An expert in dairy production systems says farmers now have more science based tools to help them deal with the very wet conditions occurring in many regions, but good farm management still has a big role.
He says a year ago it was much lower and even six months ago it wasn’t great, but he’s detected a change in the past few months.
No doubt the better milk price is a cause, bringing relief after a couple of tough years.
“I’m looking forward to the end of May, and being able to strike it off and look to the new season. I supposed even in bad times there are things you have to learn from and take positives from. But it’s been a wet hard season, and though milk prices are recovering there’s a feeling of shell shock or post-traumatic stress syndrome.”
He says farmers should feel happy that milk prices have come up, but he admits they are not as happy and as grateful as they should be. Weather patterns have been bizarre: Northland and the West Coast have been struck in ways abnormal for the times of the year they occurred.

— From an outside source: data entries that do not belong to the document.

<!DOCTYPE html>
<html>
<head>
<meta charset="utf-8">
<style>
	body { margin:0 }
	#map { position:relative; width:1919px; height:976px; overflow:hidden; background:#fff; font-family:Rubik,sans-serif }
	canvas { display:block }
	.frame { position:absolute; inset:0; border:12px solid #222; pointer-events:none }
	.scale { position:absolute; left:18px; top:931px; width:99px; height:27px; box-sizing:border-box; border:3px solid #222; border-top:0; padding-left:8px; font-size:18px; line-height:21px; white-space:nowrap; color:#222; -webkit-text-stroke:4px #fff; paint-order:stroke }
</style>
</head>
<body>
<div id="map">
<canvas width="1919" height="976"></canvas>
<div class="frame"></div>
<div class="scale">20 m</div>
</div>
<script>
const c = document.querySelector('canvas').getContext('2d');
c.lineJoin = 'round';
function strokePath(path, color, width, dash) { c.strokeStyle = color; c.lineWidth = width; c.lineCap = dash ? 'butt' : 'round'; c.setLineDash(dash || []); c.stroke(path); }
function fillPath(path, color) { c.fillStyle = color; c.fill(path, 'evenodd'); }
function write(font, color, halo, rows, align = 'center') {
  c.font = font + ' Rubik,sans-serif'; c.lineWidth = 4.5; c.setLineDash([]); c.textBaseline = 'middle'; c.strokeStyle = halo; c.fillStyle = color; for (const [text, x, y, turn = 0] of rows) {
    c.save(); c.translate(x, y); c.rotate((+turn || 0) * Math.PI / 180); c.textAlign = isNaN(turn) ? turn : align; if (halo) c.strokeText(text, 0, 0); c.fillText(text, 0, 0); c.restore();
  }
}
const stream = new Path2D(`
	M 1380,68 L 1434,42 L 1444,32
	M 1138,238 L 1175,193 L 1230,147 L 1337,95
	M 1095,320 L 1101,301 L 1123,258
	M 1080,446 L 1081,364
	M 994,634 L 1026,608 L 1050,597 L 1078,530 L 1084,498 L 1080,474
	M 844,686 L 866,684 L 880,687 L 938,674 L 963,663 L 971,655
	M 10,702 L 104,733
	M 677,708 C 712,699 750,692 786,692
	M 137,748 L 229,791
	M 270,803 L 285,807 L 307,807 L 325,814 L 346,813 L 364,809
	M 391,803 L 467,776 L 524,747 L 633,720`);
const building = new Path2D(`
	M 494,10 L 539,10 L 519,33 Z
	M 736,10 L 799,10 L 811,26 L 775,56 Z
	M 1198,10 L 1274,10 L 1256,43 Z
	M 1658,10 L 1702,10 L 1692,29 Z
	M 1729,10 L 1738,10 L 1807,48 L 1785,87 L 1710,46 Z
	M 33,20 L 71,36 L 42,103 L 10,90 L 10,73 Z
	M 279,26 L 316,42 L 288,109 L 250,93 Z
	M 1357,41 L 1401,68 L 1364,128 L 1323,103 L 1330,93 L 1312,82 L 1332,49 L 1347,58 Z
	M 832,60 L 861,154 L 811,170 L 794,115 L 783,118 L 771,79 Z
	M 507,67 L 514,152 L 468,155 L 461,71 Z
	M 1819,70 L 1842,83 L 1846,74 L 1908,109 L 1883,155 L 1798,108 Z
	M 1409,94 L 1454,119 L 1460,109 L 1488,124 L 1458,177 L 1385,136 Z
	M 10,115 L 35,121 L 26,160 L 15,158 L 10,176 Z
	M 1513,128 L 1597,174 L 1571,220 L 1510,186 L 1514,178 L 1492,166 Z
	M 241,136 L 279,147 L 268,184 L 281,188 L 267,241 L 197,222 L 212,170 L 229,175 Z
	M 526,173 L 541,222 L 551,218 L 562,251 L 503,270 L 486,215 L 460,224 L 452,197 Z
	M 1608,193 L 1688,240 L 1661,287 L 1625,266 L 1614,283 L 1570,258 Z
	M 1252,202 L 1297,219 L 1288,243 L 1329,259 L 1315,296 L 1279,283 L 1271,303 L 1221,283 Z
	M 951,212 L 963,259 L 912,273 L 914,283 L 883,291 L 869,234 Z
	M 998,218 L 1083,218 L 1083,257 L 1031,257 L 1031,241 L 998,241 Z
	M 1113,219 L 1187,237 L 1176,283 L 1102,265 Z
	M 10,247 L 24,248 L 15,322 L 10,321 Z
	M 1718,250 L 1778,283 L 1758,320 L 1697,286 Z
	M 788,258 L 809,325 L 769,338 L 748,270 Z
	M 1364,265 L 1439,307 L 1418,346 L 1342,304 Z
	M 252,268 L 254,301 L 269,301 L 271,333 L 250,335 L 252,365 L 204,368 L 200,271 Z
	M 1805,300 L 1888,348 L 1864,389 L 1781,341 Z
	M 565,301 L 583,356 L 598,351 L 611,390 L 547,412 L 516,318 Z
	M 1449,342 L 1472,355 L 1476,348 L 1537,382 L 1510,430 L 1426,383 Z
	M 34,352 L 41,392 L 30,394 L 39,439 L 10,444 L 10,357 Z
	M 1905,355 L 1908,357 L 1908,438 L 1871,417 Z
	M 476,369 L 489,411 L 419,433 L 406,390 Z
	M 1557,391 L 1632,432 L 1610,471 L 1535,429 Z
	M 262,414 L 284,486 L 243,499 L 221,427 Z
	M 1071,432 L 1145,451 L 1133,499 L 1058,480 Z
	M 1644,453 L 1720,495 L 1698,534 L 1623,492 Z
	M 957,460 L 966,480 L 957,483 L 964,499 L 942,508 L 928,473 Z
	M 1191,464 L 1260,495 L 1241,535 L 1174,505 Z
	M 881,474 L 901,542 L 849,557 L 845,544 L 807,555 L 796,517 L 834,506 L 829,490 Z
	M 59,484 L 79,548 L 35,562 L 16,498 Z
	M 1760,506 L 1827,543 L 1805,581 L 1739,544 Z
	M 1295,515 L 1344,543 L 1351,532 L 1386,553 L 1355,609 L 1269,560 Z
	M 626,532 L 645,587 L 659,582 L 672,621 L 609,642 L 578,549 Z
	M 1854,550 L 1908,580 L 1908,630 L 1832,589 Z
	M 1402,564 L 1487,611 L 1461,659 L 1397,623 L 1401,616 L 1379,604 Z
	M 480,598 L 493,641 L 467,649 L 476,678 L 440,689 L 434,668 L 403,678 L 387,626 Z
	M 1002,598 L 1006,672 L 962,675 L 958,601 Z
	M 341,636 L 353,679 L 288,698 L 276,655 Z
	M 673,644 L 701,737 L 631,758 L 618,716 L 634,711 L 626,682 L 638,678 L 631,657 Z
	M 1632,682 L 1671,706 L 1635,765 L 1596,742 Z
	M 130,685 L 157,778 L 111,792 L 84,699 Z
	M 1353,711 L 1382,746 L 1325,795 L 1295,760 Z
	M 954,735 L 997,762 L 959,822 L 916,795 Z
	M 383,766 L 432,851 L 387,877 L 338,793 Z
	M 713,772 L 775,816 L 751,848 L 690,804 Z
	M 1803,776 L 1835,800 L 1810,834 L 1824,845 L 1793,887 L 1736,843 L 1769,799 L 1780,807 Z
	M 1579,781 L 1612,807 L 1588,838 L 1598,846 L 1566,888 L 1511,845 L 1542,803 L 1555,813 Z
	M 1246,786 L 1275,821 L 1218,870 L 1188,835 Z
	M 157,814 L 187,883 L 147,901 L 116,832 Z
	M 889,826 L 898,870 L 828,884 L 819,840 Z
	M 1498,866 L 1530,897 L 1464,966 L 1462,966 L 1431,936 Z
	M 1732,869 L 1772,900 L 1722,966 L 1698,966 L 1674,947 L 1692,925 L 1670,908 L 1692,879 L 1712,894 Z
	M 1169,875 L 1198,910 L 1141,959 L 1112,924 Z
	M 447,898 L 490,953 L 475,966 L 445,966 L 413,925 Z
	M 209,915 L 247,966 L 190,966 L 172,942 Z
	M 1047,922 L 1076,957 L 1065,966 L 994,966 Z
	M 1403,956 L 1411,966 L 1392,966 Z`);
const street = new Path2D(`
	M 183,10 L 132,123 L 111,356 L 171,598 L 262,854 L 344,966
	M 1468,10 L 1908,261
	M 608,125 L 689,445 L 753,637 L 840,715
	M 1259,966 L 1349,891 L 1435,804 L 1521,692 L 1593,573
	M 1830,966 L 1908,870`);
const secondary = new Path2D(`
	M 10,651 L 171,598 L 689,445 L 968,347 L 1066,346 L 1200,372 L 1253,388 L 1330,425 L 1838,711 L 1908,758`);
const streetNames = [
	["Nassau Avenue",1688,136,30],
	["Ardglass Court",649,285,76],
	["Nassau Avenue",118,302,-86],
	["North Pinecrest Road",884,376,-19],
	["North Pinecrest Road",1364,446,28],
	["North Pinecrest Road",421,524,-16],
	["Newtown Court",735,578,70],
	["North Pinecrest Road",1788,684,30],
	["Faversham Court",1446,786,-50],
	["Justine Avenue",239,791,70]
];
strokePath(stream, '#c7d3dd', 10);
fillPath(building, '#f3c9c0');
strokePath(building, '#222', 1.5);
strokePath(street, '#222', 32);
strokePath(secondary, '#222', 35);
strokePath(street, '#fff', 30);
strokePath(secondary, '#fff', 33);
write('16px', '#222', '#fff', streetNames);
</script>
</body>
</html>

And ongoing geopolitical issues continue to make market volatility a cause of stress.
Also distressing dairy farmers are the ongoing attacks on farmers in the news media, he says.
“When we start hearing more of the negative media stories it impacts more on us and we [become] more critical of ourselves…. When you’re reading and hearing negative media stories it brings you down a bit and you get more sensitive to it.
“It’s pretty raw and real all around the country when farmers get out of bed to do their best for their family and their country and then get cut to pieces. It’s unpleasant especially for kids at school being bullied simply because their parents are dairy farmers.”
It was telegraphed a long time ago that in election year dairy farmers would be targeted, but he says it’s terrible that young children are being drawn into the debate.
The rural/urban divide is a problem, but some of that stems from the way rural people act and behave and treat urban people. Now there’s a need to work with the urban community, not try to educate them.
The mainstream media make it challenging for the rural sector to get its good stories out in the public arena.
Allomes believes the public is interested in authentic stories and people, of which rural NZ has plenty.